WHAT THE TASK ASKS
Copy the data below exactly.

(Data entries)

....

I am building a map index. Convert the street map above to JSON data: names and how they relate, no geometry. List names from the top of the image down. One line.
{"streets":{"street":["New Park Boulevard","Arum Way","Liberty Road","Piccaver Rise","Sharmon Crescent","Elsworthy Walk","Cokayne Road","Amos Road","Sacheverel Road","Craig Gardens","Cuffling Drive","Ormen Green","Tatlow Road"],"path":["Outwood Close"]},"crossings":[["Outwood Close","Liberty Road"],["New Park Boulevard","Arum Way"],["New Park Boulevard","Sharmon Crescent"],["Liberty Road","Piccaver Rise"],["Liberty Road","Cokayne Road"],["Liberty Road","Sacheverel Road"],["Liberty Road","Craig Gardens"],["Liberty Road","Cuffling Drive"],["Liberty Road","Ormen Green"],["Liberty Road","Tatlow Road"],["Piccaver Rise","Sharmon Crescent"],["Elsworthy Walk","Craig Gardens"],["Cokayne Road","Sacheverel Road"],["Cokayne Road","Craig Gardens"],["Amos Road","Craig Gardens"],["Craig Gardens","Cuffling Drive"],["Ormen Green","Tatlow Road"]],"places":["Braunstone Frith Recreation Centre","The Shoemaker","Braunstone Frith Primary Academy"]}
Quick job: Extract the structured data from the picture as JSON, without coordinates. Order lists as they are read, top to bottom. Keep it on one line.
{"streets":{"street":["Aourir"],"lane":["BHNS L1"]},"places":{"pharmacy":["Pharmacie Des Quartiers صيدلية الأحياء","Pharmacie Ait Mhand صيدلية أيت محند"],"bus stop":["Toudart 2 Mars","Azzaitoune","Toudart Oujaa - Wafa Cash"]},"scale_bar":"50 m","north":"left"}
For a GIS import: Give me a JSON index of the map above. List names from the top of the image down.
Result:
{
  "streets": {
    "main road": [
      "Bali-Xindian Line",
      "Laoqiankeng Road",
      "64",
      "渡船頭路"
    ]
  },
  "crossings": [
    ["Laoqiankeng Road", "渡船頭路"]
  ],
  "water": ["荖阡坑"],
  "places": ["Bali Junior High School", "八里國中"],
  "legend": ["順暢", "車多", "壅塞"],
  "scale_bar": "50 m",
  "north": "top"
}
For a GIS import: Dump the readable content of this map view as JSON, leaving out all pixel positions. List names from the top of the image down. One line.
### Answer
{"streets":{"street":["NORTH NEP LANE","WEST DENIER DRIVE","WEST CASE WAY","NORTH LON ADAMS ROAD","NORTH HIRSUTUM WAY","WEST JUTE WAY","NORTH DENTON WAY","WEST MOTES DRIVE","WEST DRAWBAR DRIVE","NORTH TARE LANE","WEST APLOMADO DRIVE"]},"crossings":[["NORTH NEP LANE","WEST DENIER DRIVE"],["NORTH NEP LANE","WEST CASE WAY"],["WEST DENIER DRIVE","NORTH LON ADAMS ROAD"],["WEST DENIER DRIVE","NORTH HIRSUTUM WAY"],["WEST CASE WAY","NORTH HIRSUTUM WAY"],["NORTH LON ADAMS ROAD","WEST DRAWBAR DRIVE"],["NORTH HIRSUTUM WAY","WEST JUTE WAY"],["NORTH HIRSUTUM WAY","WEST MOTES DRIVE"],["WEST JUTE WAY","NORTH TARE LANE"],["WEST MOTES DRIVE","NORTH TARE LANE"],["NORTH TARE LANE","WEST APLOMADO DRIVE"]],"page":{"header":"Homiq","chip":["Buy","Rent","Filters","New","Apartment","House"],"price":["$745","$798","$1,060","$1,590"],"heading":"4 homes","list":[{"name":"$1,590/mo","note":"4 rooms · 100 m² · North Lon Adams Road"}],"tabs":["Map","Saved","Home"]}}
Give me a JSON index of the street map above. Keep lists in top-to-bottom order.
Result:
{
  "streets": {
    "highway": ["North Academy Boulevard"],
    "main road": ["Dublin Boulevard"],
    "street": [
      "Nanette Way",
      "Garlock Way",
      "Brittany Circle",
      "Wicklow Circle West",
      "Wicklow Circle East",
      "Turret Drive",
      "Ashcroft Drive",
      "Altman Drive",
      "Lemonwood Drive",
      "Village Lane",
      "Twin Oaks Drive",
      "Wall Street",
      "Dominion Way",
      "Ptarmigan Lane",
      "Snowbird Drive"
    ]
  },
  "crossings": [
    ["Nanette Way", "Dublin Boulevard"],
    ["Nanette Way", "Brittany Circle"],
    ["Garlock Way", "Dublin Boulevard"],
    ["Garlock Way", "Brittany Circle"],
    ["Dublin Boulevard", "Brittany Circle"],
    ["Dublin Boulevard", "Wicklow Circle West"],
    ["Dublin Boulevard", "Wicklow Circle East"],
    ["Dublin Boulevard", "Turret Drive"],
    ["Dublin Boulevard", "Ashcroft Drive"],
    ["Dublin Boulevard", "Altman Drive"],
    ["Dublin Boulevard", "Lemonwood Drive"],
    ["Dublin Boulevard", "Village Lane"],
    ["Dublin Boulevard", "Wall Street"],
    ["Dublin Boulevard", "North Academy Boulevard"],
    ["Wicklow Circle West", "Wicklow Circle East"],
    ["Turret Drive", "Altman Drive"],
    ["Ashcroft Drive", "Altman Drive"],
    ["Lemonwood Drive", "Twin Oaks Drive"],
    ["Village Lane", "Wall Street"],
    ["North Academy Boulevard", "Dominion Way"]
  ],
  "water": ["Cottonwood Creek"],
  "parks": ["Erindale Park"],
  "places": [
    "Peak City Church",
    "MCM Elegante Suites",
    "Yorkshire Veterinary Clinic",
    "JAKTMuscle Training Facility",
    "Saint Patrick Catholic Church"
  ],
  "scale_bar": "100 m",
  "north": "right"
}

....

EXERCISE RESULT
I am building a map index. Convert the street map above to JSON data: names and how they relate, no geometry. List names from the top of the image down. One line.
{"streets":{"street":["New Park Boulevard","Arum Way","Liberty Road","Piccaver Rise","Sharmon Crescent","Elsworthy Walk","Cokayne Road","Amos Road","Sacheverel Road","Craig Gardens","Cuffling Drive","Ormen Green","Tatlow Road"],"path":["Outwood Close"]},"crossings":[["Outwood Close","Liberty Road"],["New Park Boulevard","Arum Way"],["New Park Boulevard","Sharmon Crescent"],["Liberty Road","Piccaver Rise"],["Liberty Road","Cokayne Road"],["Liberty Road","Sacheverel Road"],["Liberty Road","Craig Gardens"],["Liberty Road","Cuffling Drive"],["Liberty Road","Ormen Green"],["Liberty Road","Tatlow Road"],["Piccaver Rise","Sharmon Crescent"],["Elsworthy Walk","Craig Gardens"],["Cokayne Road","Sacheverel Road"],["Cokayne Road","Craig Gardens"],["Amos Road","Craig Gardens"],["Craig Gardens","Cuffling Drive"],["Ormen Green","Tatlow Road"]],"places":["Braunstone Frith Recreation Centre","The Shoemaker","Braunstone Frith Primary Academy"]}
Quick job: Extract the structured data from the picture as JSON, without coordinates. Order lists as they are read, top to bottom. Keep it on one line.
{"streets":{"street":["Aourir"],"lane":["BHNS L1"]},"places":{"pharmacy":["Pharmacie Des Quartiers صيدلية الأحياء","Pharmacie Ait Mhand صيدلية أيت محند"],"bus stop":["Toudart 2 Mars","Azzaitoune","Toudart Oujaa - Wafa Cash"]},"scale_bar":"50 m","north":"left"}
For a GIS import: Give me a JSON index of the map above. List names from the top of the image down.
Result:
{
  "streets": {
    "main road": [
      "Bali-Xindian Line",
      "Laoqiankeng Road",
      "64",
      "渡船頭路"
    ]
  },
  "crossings": [
    ["Laoqiankeng Road", "渡船頭路"]
  ],
  "water": ["荖阡坑"],
  "places": ["Bali Junior High School", "八里國中"],
  "legend": ["順暢", "車多", "壅塞"],
  "scale_bar": "50 m",
  "north": "top"
}
For a GIS import: Dump the readable content of this map view as JSON, leaving out all pixel positions. List names from the top of the image down. One line.
### Answer
{"streets":{"street":["NORTH NEP LANE","WEST DENIER DRIVE","WEST CASE WAY","NORTH LON ADAMS ROAD","NORTH HIRSUTUM WAY","WEST JUTE WAY","NORTH DENTON WAY","WEST MOTES DRIVE","WEST DRAWBAR DRIVE","NORTH TARE LANE","WEST APLOMADO DRIVE"]},"crossings":[["NORTH NEP LANE","WEST DENIER DRIVE"],["NORTH NEP LANE","WEST CASE WAY"],["WEST DENIER DRIVE","NORTH LON ADAMS ROAD"],["WEST DENIER DRIVE","NORTH HIRSUTUM WAY"],["WEST CASE WAY","NORTH HIRSUTUM WAY"],["NORTH LON ADAMS ROAD","WEST DRAWBAR DRIVE"],["NORTH HIRSUTUM WAY","WEST JUTE WAY"],["NORTH HIRSUTUM WAY","WEST MOTES DRIVE"],["WEST JUTE WAY","NORTH TARE LANE"],["WEST MOTES DRIVE","NORTH TARE LANE"],["NORTH TARE LANE","WEST APLOMADO DRIVE"]],"page":{"header":"Homiq","chip":["Buy","Rent","Filters","New","Apartment","House"],"price":["$745","$798","$1,060","$1,590"],"heading":"4 homes","list":[{"name":"$1,590/mo","note":"4 rooms · 100 m² · North Lon Adams Road"}],"tabs":["Map","Saved","Home"]}}
Give me a JSON index of the street map above. Keep lists in top-to-bottom order.
Result:
{
  "streets": {
    "highway": ["North Academy Boulevard"],
    "main road": ["Dublin Boulevard"],
    "street": [
      "Nanette Way",
      "Garlock Way",
      "Brittany Circle",
      "Wicklow Circle West",
      "Wicklow Circle East",
      "Turret Drive",
      "Ashcroft Drive",
      "Altman Drive",
      "Lemonwood Drive",
      "Village Lane",
      "Twin Oaks Drive",
      "Wall Street",
      "Dominion Way",
      "Ptarmigan Lane",
      "Snowbird Drive"
    ]
  },
  "crossings": [
    ["Nanette Way", "Dublin Boulevard"],
    ["Nanette Way", "Brittany Circle"],
    ["Garlock Way", "Dublin Boulevard"],
    ["Garlock Way", "Brittany Circle"],
    ["Dublin Boulevard", "Brittany Circle"],
    ["Dublin Boulevard", "Wicklow Circle West"],
    ["Dublin Boulevard", "Wicklow Circle East"],
    ["Dublin Boulevard", "Turret Drive"],
    ["Dublin Boulevard", "Ashcroft Drive"],
    ["Dublin Boulevard", "Altman Drive"],
    ["Dublin Boulevard", "Lemonwood Drive"],
    ["Dublin Boulevard", "Village Lane"],
    ["Dublin Boulevard", "Wall Street"],
    ["Dublin Boulevard", "North Academy Boulevard"],
    ["Wicklow Circle West", "Wicklow Circle East"],
    ["Turret Drive", "Altman Drive"],
    ["Ashcroft Drive", "Altman Drive"],
    ["Lemonwood Drive", "Twin Oaks Drive"],
    ["Village Lane", "Wall Street"],
    ["North Academy Boulevard", "Dominion Way"]
  ],
  "water": ["Cottonwood Creek"],
  "parks": ["Erindale Park"],
  "places": [
    "Peak City Church",
    "MCM Elegante Suites",
    "Yorkshire Veterinary Clinic",
    "JAKTMuscle Training Facility",
    "Saint Patrick Catholic Church"
  ],
  "scale_bar": "100 m",
  "north": "right"
}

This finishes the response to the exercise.